2018/01/31
原発メーカー訴訟 最高裁へ
1 ノー・ニュークス権
放射能による被ばくの不安を抱えながら生きるなんてごめんだ、という思いは、単なる願望や、主義主張、ポリシー、あるいは社会の利益を無視した利己主義的なわがままなのか。
とんでもない。
少なくとも、3.11を経験した今、それはもはや憲法上保護される権利となったというべきだろう。これこそが、原発メーカー訴訟において、我々が主張する新しい人権「原子力の恐怖から免れて生きる権利=ノー・ニュークス権」である。具体的には、「通常人が合理的な理由に基づいて、放射能による生命・身体・財産の侵害が発生する恐れがあるという場合に、妨害の排除、または予防を請求しうる権利」であり、人格権を一歩進めて、その侵害に対する不安感そのものを法的に保護しようとするものである。
2 責任集中制度
原子力損害賠償法は、原発事故による責任をすべて電力会社に負わせ、それ以外のものを免責とする「責任集中制度」を採用している。これにより原発メーカーは、自身が提供した原子炉にどれだけ重大な欠陥があろうが、それにより発生した被害について一切責任を負わなくてもよいことになっている。このあまりにも不合理な仕組みが、安全性よりも経済性を優先させるモラルハザードを引き起こし、原発事故へとつながるのは誰の目にも明らかである。それにもかかわらず、この責任集中制度が原発事業における世界中を覆う原則となっているのは、このような理不尽なシステムの下でしか、原発体制を維持することができないことを示すものといえる。逆に言えば、電力会社だけをいくら攻撃しても、原発体制は何ら痛痒を感じないのであり、電力会社と共に、原発メーカーの責任を追及することこそが、根幹を揺るがすこととなるのである。

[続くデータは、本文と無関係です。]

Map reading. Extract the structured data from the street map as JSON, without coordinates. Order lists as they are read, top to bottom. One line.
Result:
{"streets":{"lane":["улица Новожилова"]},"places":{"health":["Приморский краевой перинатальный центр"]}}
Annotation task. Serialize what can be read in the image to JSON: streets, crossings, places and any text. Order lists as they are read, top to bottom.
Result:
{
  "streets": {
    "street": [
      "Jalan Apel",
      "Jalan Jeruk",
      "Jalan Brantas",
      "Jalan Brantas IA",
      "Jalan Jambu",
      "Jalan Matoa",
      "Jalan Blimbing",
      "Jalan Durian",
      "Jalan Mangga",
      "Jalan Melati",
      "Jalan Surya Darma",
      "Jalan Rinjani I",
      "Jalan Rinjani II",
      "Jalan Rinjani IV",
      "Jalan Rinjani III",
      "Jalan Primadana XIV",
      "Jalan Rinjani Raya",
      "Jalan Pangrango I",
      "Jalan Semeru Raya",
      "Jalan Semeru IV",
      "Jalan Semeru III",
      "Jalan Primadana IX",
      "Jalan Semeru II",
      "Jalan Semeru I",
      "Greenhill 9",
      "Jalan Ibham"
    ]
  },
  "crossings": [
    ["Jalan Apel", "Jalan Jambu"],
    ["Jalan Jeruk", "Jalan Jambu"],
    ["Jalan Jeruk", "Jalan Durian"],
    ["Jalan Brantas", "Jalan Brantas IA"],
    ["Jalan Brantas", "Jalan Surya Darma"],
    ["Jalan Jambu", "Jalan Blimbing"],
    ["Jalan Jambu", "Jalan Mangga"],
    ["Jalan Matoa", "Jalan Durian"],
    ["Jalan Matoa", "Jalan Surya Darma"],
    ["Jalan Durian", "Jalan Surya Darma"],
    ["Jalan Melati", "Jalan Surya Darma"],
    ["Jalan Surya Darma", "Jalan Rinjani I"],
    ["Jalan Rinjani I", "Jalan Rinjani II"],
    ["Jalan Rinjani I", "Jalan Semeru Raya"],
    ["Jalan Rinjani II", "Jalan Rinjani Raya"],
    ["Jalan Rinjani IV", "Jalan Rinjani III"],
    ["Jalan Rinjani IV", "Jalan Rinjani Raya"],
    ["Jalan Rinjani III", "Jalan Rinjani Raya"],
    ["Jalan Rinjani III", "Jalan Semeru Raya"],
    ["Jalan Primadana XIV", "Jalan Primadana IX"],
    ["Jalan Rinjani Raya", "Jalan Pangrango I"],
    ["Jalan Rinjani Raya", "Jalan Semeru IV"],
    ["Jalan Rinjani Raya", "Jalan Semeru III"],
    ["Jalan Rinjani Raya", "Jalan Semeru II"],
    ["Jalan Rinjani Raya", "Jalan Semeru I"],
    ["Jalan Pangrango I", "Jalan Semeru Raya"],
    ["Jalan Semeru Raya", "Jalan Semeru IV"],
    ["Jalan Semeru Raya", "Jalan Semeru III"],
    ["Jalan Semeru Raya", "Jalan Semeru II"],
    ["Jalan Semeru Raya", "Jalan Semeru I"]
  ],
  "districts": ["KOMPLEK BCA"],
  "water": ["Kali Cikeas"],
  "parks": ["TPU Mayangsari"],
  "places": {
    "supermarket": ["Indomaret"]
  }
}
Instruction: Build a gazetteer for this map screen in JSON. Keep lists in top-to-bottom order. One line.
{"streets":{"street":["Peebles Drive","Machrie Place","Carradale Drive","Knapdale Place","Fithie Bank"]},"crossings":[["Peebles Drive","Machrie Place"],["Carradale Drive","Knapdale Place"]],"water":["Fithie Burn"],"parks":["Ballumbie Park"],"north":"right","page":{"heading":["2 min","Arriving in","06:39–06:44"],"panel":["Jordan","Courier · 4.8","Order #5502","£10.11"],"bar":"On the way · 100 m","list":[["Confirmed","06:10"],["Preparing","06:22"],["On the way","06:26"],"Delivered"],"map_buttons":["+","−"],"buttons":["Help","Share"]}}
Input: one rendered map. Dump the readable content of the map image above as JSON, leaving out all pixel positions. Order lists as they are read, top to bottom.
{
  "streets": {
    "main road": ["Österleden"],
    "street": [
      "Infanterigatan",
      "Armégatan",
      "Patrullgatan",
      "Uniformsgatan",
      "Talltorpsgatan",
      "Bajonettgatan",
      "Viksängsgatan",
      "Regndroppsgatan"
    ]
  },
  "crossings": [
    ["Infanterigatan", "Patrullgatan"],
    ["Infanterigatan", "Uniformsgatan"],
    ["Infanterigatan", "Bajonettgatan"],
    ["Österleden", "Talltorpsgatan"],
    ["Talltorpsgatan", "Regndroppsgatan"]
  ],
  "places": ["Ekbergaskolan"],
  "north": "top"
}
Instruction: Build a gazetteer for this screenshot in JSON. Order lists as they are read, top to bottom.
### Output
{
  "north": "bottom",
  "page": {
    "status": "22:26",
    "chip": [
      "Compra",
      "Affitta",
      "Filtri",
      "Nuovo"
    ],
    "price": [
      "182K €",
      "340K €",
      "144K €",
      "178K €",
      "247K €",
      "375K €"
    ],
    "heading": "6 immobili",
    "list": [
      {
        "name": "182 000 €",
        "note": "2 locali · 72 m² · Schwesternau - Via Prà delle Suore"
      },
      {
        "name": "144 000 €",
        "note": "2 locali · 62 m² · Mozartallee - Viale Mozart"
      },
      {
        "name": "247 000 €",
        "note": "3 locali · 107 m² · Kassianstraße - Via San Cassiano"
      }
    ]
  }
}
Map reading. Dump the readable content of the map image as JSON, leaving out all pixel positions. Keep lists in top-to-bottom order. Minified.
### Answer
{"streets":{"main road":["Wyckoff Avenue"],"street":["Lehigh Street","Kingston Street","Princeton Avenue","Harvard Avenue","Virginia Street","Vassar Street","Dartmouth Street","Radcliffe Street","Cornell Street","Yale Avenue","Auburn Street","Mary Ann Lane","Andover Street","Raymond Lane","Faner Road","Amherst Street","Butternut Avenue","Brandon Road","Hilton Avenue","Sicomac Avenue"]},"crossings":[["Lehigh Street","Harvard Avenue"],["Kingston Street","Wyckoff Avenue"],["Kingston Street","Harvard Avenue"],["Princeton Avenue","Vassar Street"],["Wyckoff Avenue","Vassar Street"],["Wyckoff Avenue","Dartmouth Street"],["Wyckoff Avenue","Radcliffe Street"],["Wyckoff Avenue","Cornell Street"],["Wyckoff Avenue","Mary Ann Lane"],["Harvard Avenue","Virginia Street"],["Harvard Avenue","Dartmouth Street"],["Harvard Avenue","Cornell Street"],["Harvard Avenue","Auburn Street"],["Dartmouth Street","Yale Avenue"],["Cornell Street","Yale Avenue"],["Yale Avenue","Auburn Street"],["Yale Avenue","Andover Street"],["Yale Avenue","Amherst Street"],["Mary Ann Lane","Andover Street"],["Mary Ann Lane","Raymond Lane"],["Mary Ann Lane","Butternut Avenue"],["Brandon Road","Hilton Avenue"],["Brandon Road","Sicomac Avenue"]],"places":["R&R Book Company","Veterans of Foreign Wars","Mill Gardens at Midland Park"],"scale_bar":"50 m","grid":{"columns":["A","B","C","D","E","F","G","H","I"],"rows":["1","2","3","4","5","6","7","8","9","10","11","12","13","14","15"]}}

そして、そのための最大の武器となるのが、ノー・ニュークス権である。なぜなら、この世界の原発体制を頑なに保護する仕組みである責任集中制度によって脅かされるのは、財産権のような経済的権利というより、まさに「原子力の恐怖から免れて生きる権利」だからである。
3 最高裁での闘い
福島第一原発の原子炉製造者であるGE、東芝、日立を被告とした原発メーカー訴訟は、2014年1月30日と3月10日に、約4000名の原告によって東京地裁に提訴され、2016年7月13日に請求棄却判決、2017年12月8日に控訴棄却判決が下され、同12月21日に上告。本訴訟は、もとより責任集中制度の合憲性が最大の争点であることから、我々はここまでも最高裁での争いを想定した主張を積み重ねてきた。つまり、ここまでは、本当の闘いの準備段階であった。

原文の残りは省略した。